No! is an Option: A Second Story in Recovery
John Han-Chih Chang, MD
Abramson Cancer Center of the University of Pennsylvania
Last Modified: November 1, 2001
|Author: Linda Macuga|
Publisher: Four Seasons Publishers, Florida, 1999
Format: Hardcover, 363 pages
Linda Macuga's previous work entitled Promises in a New Life: Available to All Who Walk a Twelve Step Path introduced readers to a woman named Patricia Carter. This is the pseudonym of a real-life alcoholic who changed her life by applying the principles of a 12-step program to her life. In "No!" Is an Option: A Second Story in Recovery, we are reunited with Pat, a recovering alcoholic who faces a battle with cancer by applying those same principles to her life.

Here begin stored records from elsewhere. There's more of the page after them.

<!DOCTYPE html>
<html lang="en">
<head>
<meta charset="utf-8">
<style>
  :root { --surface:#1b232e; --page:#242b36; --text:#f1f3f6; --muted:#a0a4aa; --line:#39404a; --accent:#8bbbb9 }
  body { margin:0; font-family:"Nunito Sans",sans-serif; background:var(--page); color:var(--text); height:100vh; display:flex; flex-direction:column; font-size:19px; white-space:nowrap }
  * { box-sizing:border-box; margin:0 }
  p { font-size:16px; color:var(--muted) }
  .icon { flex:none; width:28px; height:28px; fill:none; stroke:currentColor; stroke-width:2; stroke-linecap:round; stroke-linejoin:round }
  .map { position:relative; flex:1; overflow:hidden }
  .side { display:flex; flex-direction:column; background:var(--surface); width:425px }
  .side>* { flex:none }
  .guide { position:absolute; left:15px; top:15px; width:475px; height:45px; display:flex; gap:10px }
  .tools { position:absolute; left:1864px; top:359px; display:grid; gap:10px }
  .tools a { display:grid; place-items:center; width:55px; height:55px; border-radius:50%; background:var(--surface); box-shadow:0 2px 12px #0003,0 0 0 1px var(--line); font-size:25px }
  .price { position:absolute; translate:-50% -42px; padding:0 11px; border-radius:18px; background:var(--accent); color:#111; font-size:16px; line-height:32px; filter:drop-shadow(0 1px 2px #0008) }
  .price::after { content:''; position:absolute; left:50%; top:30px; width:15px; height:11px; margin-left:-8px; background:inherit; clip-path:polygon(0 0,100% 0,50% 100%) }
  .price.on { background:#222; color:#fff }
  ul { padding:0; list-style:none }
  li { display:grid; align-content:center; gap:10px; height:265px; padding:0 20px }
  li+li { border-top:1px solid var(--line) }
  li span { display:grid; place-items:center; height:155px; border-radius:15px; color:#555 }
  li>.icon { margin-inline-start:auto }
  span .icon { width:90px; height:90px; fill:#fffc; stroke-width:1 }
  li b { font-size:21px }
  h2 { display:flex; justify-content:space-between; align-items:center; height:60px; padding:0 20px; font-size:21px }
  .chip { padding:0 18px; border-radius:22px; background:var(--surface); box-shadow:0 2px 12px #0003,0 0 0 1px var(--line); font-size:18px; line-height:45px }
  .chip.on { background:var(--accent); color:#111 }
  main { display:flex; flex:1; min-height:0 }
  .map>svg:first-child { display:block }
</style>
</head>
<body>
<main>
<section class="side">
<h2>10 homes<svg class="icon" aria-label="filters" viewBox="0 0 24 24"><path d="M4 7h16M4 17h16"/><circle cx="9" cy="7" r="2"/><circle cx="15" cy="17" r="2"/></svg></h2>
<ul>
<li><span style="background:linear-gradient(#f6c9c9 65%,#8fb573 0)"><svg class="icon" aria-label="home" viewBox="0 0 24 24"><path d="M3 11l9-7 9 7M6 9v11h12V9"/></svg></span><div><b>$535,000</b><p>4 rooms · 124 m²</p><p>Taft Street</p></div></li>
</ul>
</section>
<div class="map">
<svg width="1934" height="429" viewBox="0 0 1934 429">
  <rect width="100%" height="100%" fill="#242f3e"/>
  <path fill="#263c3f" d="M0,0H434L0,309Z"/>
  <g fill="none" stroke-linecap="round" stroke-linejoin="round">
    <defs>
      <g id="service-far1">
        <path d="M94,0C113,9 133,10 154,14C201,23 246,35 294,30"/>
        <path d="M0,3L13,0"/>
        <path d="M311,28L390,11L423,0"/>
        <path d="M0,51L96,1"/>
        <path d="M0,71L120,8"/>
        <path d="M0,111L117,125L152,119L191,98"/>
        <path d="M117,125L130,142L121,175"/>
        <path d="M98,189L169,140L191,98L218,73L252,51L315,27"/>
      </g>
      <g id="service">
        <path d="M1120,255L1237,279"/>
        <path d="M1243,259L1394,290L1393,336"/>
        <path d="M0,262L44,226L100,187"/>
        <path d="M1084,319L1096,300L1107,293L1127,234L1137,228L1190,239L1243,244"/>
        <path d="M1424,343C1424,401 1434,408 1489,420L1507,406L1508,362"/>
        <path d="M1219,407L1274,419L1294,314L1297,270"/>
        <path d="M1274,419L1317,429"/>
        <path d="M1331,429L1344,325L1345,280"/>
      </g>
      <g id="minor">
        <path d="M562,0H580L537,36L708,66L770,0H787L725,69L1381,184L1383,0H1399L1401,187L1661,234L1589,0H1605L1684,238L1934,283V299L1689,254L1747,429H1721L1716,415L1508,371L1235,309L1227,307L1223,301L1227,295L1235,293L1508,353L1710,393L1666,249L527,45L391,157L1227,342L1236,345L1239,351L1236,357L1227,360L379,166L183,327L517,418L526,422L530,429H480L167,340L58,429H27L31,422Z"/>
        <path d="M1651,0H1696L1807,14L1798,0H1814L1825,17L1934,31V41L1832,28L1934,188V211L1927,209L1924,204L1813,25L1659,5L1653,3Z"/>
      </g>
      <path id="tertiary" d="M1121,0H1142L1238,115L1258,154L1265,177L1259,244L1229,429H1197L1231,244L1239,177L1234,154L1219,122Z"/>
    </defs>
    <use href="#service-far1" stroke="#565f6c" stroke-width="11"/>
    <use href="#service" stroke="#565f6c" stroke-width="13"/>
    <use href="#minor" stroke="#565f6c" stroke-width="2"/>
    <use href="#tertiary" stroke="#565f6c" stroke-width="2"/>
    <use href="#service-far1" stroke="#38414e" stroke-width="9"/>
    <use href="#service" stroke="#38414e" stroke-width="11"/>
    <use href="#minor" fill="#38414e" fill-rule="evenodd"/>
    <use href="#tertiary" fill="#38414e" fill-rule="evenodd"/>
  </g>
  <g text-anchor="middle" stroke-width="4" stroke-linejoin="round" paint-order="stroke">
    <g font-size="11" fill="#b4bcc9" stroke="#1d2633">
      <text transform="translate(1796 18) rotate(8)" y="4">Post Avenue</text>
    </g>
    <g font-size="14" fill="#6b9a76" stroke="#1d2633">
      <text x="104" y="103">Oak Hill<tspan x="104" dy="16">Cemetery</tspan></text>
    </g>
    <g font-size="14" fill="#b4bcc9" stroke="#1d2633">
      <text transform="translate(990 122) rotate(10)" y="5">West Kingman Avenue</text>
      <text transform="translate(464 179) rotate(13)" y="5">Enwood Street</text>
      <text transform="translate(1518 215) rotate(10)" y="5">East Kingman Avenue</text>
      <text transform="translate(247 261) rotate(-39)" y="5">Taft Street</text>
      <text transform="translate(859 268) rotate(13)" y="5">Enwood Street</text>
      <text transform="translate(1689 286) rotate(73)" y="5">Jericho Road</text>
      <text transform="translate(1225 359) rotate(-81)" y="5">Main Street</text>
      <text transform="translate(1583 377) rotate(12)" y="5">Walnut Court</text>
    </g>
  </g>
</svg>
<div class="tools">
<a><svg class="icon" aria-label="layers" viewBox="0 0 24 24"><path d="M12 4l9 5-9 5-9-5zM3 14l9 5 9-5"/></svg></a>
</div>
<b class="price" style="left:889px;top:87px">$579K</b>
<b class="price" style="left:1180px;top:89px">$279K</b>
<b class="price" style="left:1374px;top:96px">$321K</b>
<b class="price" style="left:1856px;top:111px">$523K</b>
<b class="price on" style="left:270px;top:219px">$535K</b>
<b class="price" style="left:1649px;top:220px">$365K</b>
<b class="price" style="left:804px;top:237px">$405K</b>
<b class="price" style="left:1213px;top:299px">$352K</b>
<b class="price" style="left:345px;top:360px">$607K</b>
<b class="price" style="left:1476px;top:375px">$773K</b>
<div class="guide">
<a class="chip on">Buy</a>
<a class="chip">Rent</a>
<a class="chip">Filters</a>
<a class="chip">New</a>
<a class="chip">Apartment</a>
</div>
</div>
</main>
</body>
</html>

The first chapter familiarizes the reader to Pat and her past. She relays many tough times, as Pat struggled through a divorce, her two daughters moving away to live with their father, drunk-driving accidents, the loss of a job, and the loss of a good friend. We join Pat as, several days after turning 49, she notices a lump in her breast. The book then delves into the way Pat chooses to live her life with the discovery of her breast cancer by applying the ideals of an AA 12-step program to her day-to-day existence. A few recurring ideals are not keeping secrets, and overcoming one's fears about oneself by helping others.
There are many themes that weave their way through the pages of this book. One is struggling with the choice of whether or not to undergo therapy for cancer. Another is finding support in friends and family. An important motif is the idea of doing things you've always wanted to do. Pat, for instance, visits the Grand Canyon. Also, an important theme is the value in learning from others. For example, the Native Americans Pat meets on her journey to the Grand Canyon teach her a simpler and less materialistic way of life. A final theme is the strengthening of her faith in God.

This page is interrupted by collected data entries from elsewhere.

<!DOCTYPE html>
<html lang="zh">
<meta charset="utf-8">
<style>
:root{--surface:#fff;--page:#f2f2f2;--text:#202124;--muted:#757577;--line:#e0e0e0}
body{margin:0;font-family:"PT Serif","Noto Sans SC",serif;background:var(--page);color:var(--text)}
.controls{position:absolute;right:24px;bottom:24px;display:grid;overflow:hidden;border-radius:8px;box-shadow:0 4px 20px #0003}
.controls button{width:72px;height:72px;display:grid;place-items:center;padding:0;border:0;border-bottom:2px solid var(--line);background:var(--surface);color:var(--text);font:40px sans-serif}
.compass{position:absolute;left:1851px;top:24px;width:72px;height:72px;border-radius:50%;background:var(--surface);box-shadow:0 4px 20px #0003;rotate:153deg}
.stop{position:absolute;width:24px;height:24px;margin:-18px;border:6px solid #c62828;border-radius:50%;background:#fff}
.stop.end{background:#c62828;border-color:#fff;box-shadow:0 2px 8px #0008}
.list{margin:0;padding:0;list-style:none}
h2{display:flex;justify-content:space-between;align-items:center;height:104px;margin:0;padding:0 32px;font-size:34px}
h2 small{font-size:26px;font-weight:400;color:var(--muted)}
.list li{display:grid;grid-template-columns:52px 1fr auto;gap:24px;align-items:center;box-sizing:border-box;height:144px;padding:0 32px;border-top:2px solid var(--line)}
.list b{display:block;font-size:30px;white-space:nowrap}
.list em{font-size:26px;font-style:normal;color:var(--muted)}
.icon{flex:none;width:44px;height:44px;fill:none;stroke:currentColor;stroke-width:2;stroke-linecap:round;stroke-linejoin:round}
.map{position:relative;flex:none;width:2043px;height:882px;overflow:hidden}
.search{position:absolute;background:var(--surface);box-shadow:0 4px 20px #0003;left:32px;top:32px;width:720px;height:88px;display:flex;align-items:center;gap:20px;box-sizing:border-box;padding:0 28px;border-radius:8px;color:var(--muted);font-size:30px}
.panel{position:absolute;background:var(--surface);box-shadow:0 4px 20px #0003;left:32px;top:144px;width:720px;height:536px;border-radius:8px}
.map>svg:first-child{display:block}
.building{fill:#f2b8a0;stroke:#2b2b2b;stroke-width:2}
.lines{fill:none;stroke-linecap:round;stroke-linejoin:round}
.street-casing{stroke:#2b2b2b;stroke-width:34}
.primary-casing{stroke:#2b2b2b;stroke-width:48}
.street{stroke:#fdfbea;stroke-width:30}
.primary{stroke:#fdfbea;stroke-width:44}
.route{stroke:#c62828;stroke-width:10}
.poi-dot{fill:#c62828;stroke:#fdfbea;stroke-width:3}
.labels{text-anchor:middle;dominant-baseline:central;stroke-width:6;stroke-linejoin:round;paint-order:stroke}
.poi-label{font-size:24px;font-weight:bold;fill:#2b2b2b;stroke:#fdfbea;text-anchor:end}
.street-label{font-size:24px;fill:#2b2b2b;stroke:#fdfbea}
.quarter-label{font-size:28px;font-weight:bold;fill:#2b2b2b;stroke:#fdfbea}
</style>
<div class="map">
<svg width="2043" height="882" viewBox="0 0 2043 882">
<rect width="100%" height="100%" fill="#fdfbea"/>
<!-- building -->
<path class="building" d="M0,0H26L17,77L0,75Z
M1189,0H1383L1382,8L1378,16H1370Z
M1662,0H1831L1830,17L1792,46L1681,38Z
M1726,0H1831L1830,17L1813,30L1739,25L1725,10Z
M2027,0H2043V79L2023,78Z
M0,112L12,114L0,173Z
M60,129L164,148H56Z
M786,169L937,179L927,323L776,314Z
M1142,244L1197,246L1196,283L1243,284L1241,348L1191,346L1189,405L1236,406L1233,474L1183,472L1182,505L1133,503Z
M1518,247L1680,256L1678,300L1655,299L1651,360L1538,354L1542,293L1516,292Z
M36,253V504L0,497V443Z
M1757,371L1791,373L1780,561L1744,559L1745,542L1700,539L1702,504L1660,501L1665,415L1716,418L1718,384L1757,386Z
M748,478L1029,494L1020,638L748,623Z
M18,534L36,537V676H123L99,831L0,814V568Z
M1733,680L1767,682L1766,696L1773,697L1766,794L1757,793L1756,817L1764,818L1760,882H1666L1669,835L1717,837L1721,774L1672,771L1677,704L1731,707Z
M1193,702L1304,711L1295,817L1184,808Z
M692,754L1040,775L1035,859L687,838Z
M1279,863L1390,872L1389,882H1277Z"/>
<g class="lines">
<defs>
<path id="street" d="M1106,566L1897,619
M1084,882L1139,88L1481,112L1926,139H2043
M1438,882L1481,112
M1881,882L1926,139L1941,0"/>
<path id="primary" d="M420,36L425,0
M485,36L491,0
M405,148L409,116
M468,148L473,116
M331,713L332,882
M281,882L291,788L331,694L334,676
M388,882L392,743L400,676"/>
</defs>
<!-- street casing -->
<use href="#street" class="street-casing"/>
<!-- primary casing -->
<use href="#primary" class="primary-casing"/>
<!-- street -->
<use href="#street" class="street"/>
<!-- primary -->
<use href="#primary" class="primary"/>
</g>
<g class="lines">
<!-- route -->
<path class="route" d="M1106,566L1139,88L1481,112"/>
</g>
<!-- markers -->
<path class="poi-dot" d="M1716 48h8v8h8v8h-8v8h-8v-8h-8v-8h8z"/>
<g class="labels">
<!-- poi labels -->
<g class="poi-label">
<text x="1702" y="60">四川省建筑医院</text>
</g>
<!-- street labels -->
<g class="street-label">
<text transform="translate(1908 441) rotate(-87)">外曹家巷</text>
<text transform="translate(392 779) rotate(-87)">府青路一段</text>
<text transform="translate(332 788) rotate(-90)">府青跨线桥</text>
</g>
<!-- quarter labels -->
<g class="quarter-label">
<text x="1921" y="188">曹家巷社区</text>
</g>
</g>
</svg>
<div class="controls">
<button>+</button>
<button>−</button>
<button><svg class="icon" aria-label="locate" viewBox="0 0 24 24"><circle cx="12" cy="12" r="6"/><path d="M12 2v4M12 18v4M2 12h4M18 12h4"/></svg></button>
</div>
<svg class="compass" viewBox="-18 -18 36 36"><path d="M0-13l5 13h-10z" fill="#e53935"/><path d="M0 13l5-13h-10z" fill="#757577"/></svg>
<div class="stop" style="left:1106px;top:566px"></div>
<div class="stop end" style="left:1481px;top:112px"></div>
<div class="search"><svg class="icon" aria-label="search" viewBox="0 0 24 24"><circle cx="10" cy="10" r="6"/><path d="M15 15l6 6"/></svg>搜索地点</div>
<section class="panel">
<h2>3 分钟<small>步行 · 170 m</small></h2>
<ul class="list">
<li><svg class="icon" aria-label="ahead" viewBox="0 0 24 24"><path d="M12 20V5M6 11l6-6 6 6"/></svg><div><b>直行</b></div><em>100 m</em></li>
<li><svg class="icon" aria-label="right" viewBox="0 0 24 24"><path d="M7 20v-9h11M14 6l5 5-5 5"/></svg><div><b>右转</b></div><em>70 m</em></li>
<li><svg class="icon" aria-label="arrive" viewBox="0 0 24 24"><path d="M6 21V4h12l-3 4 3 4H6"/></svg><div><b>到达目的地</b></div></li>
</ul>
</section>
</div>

Pat shows the reader that in living with breast cancer, life does go on. The book concludes with Pat, having been sober for 11 years, and having lived with breast cancer for five years. She continues to have a troubled relationship with her father, and is able to help her daughter who was involved with an abusive man. Her life goes on as it had before.
The author does an excellent job in painting a picture of Pat for the reader. She uses a simple, stark brush, not flowery or showy, to depict a woman of courage and intelligence. She shows how following established guidelines helped propel her through the difficulty of dealing with cancer. As the author states: "The program fulfilled her need for self worth and made her life worth living."